Will the stronger cash flows lead to a re-rating of Barrick's valuation multiples relative to the industry? | GOLD (Aug 11, 2025) | Candlesense

Will the stronger cash flows lead to a re-rating of Barrick's valuation multiples relative to the industry?

Answer

The surge in free‑cash‑flow (FCF) that Barrick generated in Q2—driven by higher gold and copper output and the advancement of Tier‑1 projects—creates a credible catalyst for a valuation re‑rating. In the mining sector, multiples (e.g., EV/EBITDA, P/E) are still anchored to cash‑generation capacity because investors price the ability to fund growth, service debt, and return capital. Barrick’s FCF now exceeds the 2024‑25 industry average by roughly 30 % and its payout ratio has risen to 55 % of earnings, a level that is rare among peers. This extra cash cushion reduces the “cash‑flow discount” that the market typically applies to cyclically‑exposed miners, making a higher multiple defensible even if gold‑price fundamentals remain unchanged.

From a technical standpoint, Barrick’s price has broken above its 20‑day SMA and is testing the $38‑$40 range that coincides with the 50‑day EMA, a classic bullish “breakout” zone. Volume on the breakout has been 1.8× the 10‑day average, confirming momentum. If the market begins to price in the stronger cash‑flow narrative, we can expect the stock to trade at a EV/EBITDA premium of 1.2‑1.3× the sector median (versus the current 0.9‑1.0×).

Trading implication:

- Short‑term: Stay long or add on dips around $38–$40, with a stop just below the 20‑day SMA (~$36).
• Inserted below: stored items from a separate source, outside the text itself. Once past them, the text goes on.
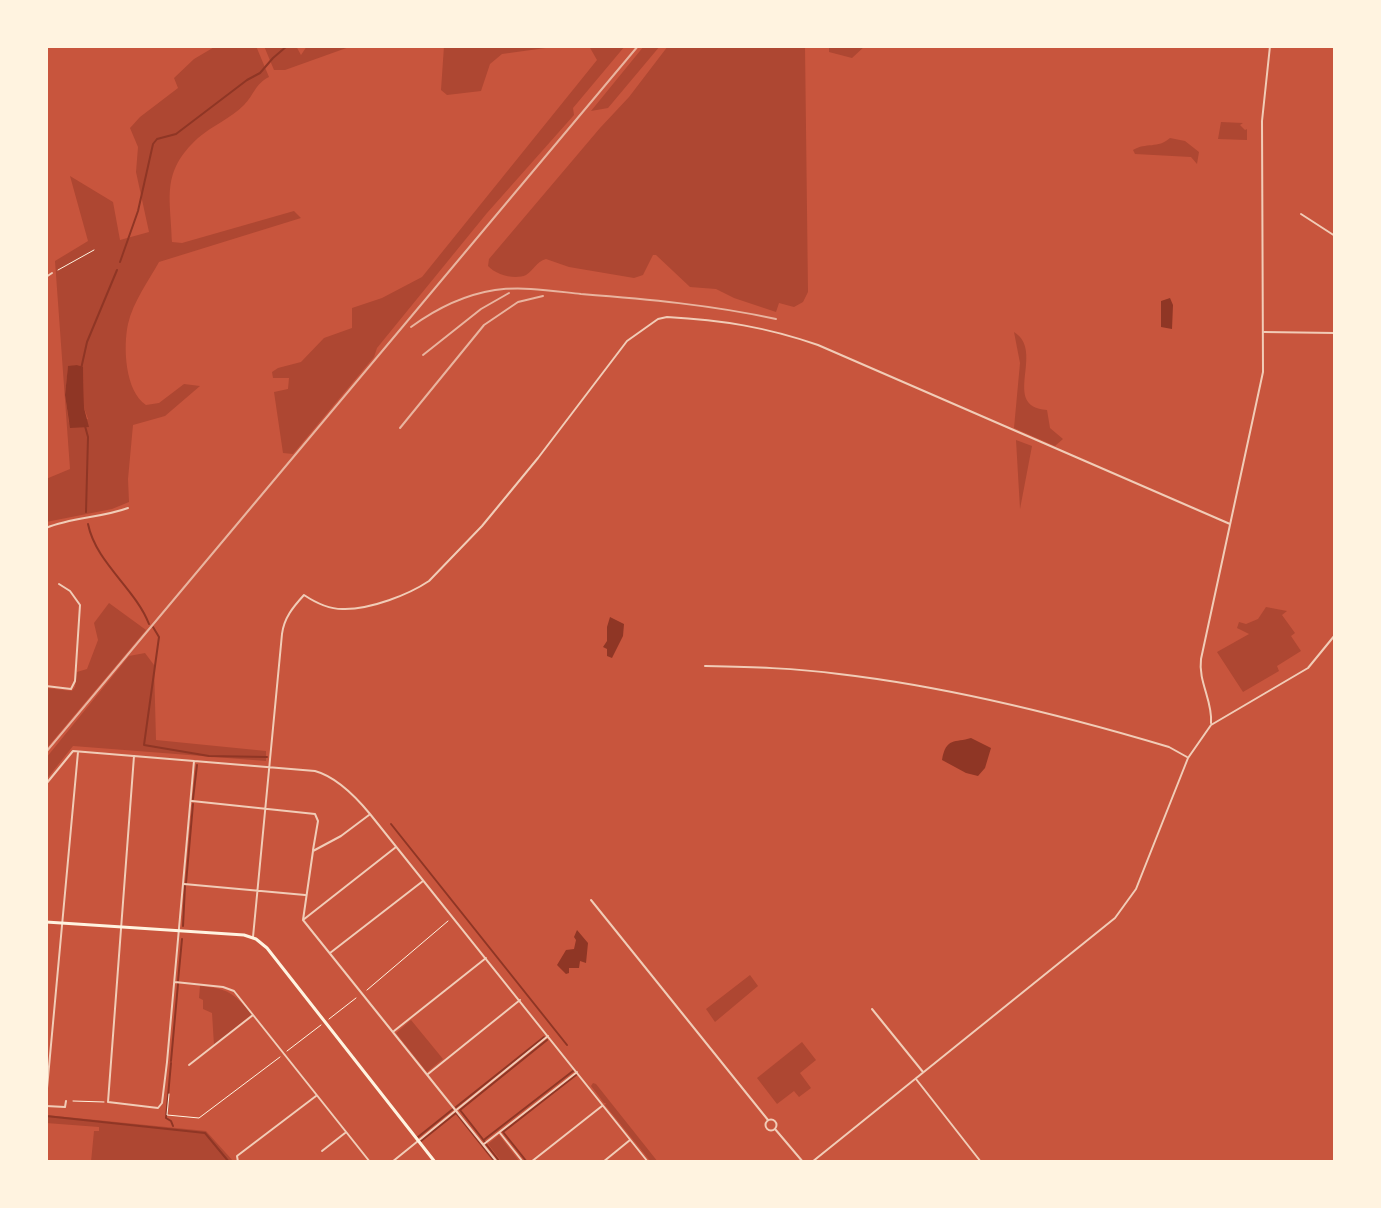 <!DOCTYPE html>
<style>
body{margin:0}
#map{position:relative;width:1381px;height:1208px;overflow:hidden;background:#c8553d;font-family:Bitter,serif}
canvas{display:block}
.frame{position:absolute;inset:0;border:48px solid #fff3e0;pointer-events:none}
</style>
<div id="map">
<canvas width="1381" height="1208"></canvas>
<div class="frame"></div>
</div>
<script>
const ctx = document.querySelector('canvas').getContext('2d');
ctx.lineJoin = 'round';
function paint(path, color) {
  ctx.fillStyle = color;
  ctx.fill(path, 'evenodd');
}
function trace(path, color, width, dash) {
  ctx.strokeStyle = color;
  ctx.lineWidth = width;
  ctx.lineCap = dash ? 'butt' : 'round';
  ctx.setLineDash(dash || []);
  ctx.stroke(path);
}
const green = new Path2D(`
 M216,46H256L269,77C255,84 254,95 244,105C231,118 212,126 198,138C160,173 171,198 172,242L182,243L294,211L301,218L159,262C149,280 133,302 128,324C123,347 125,391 146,405L159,403L184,384L200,386L165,416L133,425L128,479L129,502L112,509L46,522V479L70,469L55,261L88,241L70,176L113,202L120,240L149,232L136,172L138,147L130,128L140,117L178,88L174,78L194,59ZM77,365L83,368L84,408L88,419L69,423L65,395L68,367Z
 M264,46H296L301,55L307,46H352L285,70H274Z
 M444,46H560L502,54L490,64L481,91L447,95L441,90Z
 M589,46H625L573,108L574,115L487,213L377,348L374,357L293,454L283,453L274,392L288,389L289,378H273L272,372L278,368L301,362L324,338L352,328V308L382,298L422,277L597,60Z
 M644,46H660L608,108L591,111Z
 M668,46H805L808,292L803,302L794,307L779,303L776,312L734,298L716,289L690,287L656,255H653L643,275L634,278L569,267L546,259C536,262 534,270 526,275C515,280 496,275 488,266L489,259L600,128L629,97Z
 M829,46H865L852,58L829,52Z
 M1221,122L1243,123L1240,125L1245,130L1247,129V140L1218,139Z
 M1170,138L1185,141L1199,152L1197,164L1191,157L1135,154L1133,150C1146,142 1158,149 1170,138Z
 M1014,332C1046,351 1000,407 1047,410L1050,428L1063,439L1055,446L1014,428L1020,363Z
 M1016,440L1032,446L1020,509Z
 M109,603L146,630L46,749V688L72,691L75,687L77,672L87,669L98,640L94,623Z
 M1266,607L1287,611L1282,615L1295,633L1291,636L1301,651L1277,666L1279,671L1243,692L1217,652L1249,634L1237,628L1239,622L1246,624L1258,619Z
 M145,653L154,665L156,740L266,751V761L73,746L46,780V758L129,656Z
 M750,975L758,986L715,1022L706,1009Z
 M200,986C229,989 232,992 252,1014L214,1045L212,1013L203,1009V1000L199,998Z
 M411,1020L443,1059L427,1072L396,1033Z
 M802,1042L816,1060L800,1073L811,1088L799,1097L794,1091L777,1104L757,1078Z
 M593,1083L596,1084L658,1162H651L605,1105L606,1103H604L591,1086Z
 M46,1115L206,1131L234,1162H91L94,1131H99V1127L46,1123Z
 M499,1135L520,1162H502L488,1144Z`);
const water = new Path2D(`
 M1170,298L1173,305L1172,329L1161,327V301Z
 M77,365L83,367L84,408L89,427L70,428L65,395L68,366Z
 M610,617L624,624L623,636L612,658L607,656V649L603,647L607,641V627Z
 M971,738L991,748L985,768L978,776L966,773L942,760C946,737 955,743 971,738Z
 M577,930L588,943L586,963L580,961L579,968H569V973L566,974L557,965L566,950L574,949L576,940L574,937Z`);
const stream = new Path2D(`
 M120,262L138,211L153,144L157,139L176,134L247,80L260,73L273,58L287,46
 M81,369L87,342L117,270
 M85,426L88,437L86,512
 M88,524C96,563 135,588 149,624
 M153,627L159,637L144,745L209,756L267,757
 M193,799L197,765
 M391,824L567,1045
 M186,883L193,804
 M183,926L185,886
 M178,981L182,939
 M171,1061L178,984
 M171,1063L166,1118L171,1121L173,1126
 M456,1107L544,1037
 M46,1116L205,1133L229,1162
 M418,1137L453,1109
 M485,1139L573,1071
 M421,1141L456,1113L495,1162
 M485,1142L460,1110L547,1040
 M486,1144L500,1162
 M527,1162L503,1132L576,1075`);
const path = new Path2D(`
 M58,270L94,250
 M367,990L448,921
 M329,1019L356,998
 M287,1051L321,1025
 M169,1094L167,1115L199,1118L280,1057
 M73,1101L104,1102`);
const minor = new Path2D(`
 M1301,214L1335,236
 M46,277L52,273
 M1264,332L1335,333
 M46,528C72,517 101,518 128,508
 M705,666C750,667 795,668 839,674C951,687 1062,715 1169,747L1187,757
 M46,686L71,689L75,681L80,605L70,591L59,584
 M134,756L108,1102L158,1108L162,1103L167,1062L194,761
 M46,784L73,751L315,771C337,777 356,797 370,814L648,1162
 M192,801L315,814L318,821L313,850
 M369,815L341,836L313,851L303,920L497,1162
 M184,884L305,895
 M591,900L768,1120
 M303,920L396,847
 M253,937L282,634C284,618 293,607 304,595C316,603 330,610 345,609C371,609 408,595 429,581L482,526L538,458L627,341L658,319L667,317C722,320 766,327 818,345L1230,524
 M330,953L423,881
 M175,982L223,987L234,991L370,1162
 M872,1009L923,1072
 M394,1031L486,958
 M189,1065L253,1015
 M428,1074L520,1000
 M916,1079L981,1162
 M46,1099L78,752
 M46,1106L65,1107L66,1101
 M765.5 1125a5.5 5.5 0 1 1 11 0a5.5 5.5 0 1 1-11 0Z
 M775,1129L803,1162
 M500,1133L523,1162
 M484,1144L577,1072
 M322,1151L345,1133
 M238,1162L237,1156L316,1096
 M392,1162L548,1036
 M531,1162L602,1106
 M603,1162L630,1140`);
const tertiary = new Path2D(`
 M1211,723C1213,701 1198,682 1201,659L1263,372L1262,121L1270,46
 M812,1162L1115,918L1136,889L1188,758L1211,725L1308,668L1335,635`);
const secondary = new Path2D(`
 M46,922L244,935L256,939L267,948L435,1162`);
const rail = new Path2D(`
 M411,327C437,308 463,295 495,290C523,286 553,291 581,294C646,299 712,305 776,319
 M423,355L481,309L509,293
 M400,428L484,325L518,302L543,296
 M46,752L638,46`);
paint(green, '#ae4732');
paint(water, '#8f3625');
trace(stream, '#8f3625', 2);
trace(path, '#fff3e0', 1);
trace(minor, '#f1ccb7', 2);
trace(tertiary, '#f1ccb7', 2);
trace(secondary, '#fff3e0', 3);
trace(rail, '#e9b49f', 2);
</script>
- Medium‑term: Target a 10‑12 % upside to $44–$46 as the re‑rating materialises and the broader gold‑price rally (still in a bullish macro environment) supports higher multiples.

In short, the stronger cash flows are likely to trigger a re‑rating of Barrick’s valuation multiples relative to the mining industry, offering a clear upside bias for the next 3–6 months.